Steel Products Prices North America

SMU Hot Rolled vs Galvanized Price Spread Analysis

Written by Brett Linton

The relationship between hot rolled and galvanized steel prices has fluctuated sharply over the last eight months, with galvanized selling anywhere between a $195-545 per ton premium over hot rolled in that time. The premium reached a record high in February, but then quickly dialed back in March as prices shot up in response to the war in Ukraine. Since early April, the premium has gradually declined each week.

SMU’s hot rolled coil price averaged $1,350 per ton ($67.50 per cwt) last week and has declined each of the past four weeks. Recall our index had reached a 14-month low of $1,000 per ton in the first week of March, following a record-high $1,955 per ton in September 2021. Our latest galvanized price index averaged $1,725 per ton ($86.25 per cwt) last week and has also decreased for the last four weeks. Galvanized prices peaked at $2,185 per ton last September and fell to a 12-month low of $1,420 in early March.

As shown in the graph below, galvanized held a premium between $80-220 per ton over hot rolled for the last few years, exceeding that range in late 2021. Recall the premium rapidly rose to a peak of $545 per ton in mid-February, falling almost as quickly thereafter to reach a low of $300 per ton on March 22. The spread last week was $375 per ton, a six-week low.
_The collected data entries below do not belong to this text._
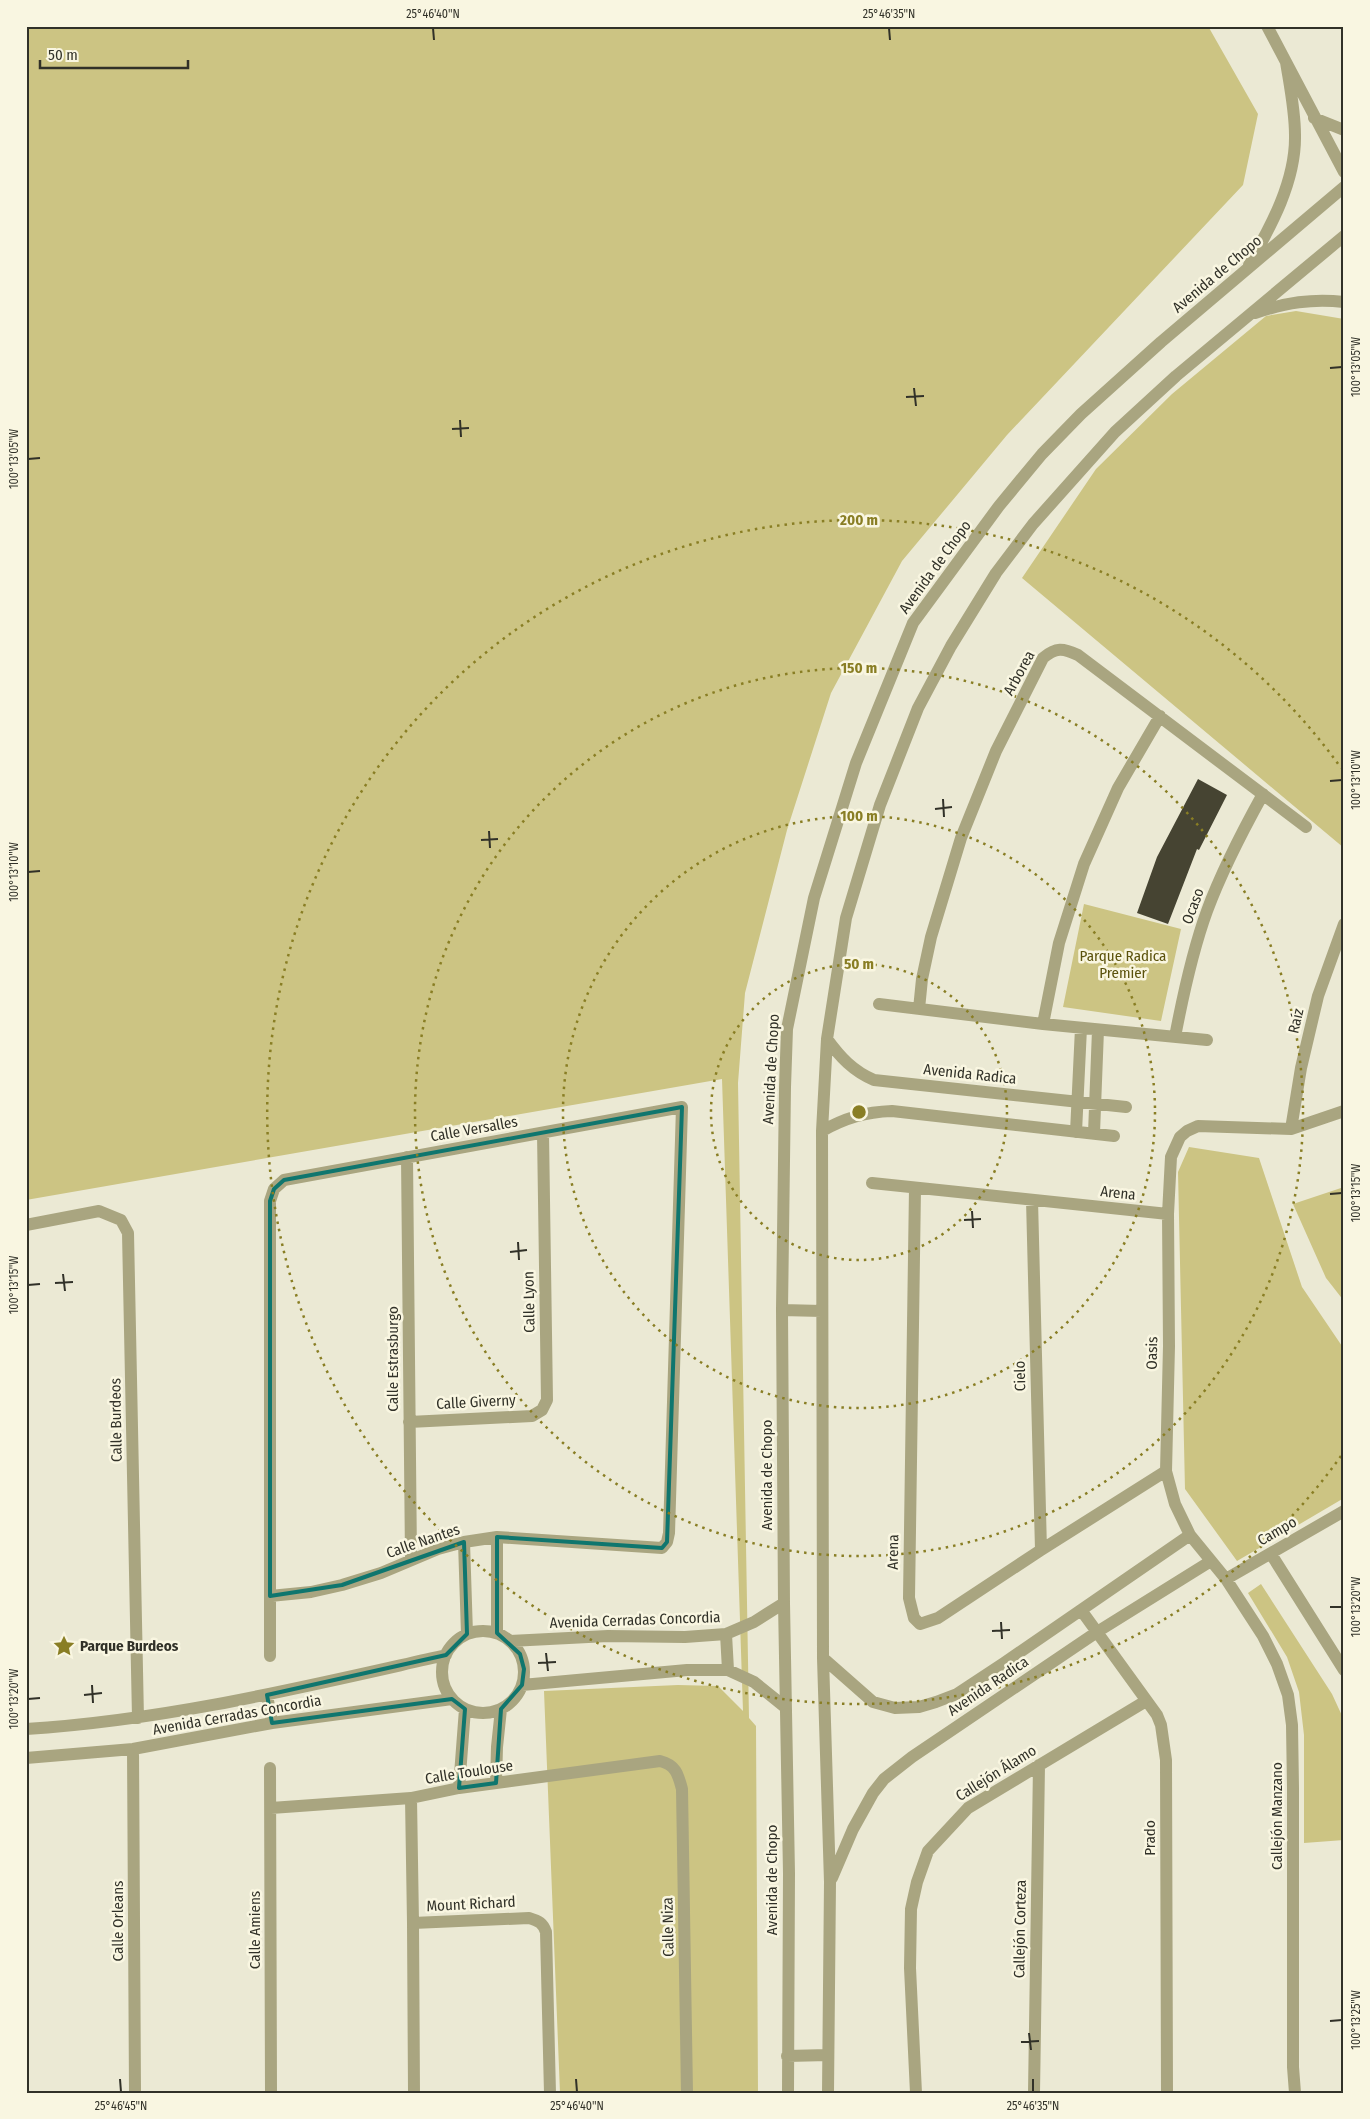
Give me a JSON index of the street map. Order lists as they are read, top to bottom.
{
  "streets": {
    "street": [
      "Avenida de Chopo",
      "Arborea",
      "Ocaso",
      "Raíz",
      "Avenida Radica",
      "Calle Versalles",
      "Arena",
      "Calle Lyon",
      "Oasis",
      "Calle Estrasburgo",
      "Cielo",
      "Calle Giverny",
      "Calle Burdeos",
      "Campo",
      "Calle Nantes",
      "Avenida Cerradas Concordia",
      "Calle Toulouse",
      "Callejón Álamo",
      "Callejón Manzano",
      "Prado",
      "Mount Richard",
      "Calle Orleans",
      "Calle Niza",
      "Callejón Corteza",
      "Calle Amiens"
    ]
  },
  "crossings": [
    ["Avenida de Chopo", "Avenida Cerradas Concordia"],
    ["Arborea", "Ocaso"],
    ["Raíz", "Oasis"],
    ["Avenida Radica", "Oasis"],
    ["Avenida Radica", "Callejón Manzano"],
    ["Avenida Radica", "Prado"],
    ["Calle Versalles", "Calle Lyon"],
    ["Calle Versalles", "Calle Estrasburgo"],
    ["Calle Versalles", "Calle Nantes"],
    ["Arena", "Oasis"],
    ["Arena", "Cielo"],
    ["Calle Lyon", "Calle Giverny"],
    ["Oasis", "Callejón Manzano"],
    ["Calle Estrasburgo", "Calle Giverny"],
    ["Calle Estrasburgo", "Calle Nantes"],
    ["Calle Burdeos", "Avenida Cerradas Concordia"],
    ["Campo", "Callejón Manzano"],
    ["Avenida Cerradas Concordia", "Calle Orleans"],
    ["Calle Toulouse", "Calle Niza"],
    ["Calle Toulouse", "Calle Amiens"],
    ["Callejón Álamo", "Prado"],
    ["Callejón Álamo", "Callejón Corteza"]
  ],
  "parks": ["Parque Radica Premier"],
  "places": {
    "place": ["Parque Burdeos"]
  },
  "scale_bar": "50 m",
  "coordinates": [
    "25°46'40\"N",
    "25°46'35\"N",
    "100°13'05\"W",
    "100°13'10\"W",
    "100°13'15\"W",
    "100°13'20\"W",
    "100°13'25\"W",
    "25°46'45\"N"
  ],
  "rings": [
    "200 m",
    "150 m",
    "100 m",
    "50 m"
  ]
}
To better compare this price spread, we graphed the galvanized price premium over hot rolled as a percentage of the hot rolled price. This is an attempt to paint a clearer comparison against historical pricing data. As shown in the below graphic, the percentage premium is not as alarming compared to the dollar value premium. Galvanized prices held an average premium of 24% above hot rolled prices from 2017 through the end of 2021. 2021 averaged just 13%, while 2022 YTD now averages a 33% premium through last week. The premium rose to a record high in mid-February 2022 of 50%. The latest spread has softened to 28% and has been roughly in that ballpark for the last seven weeks.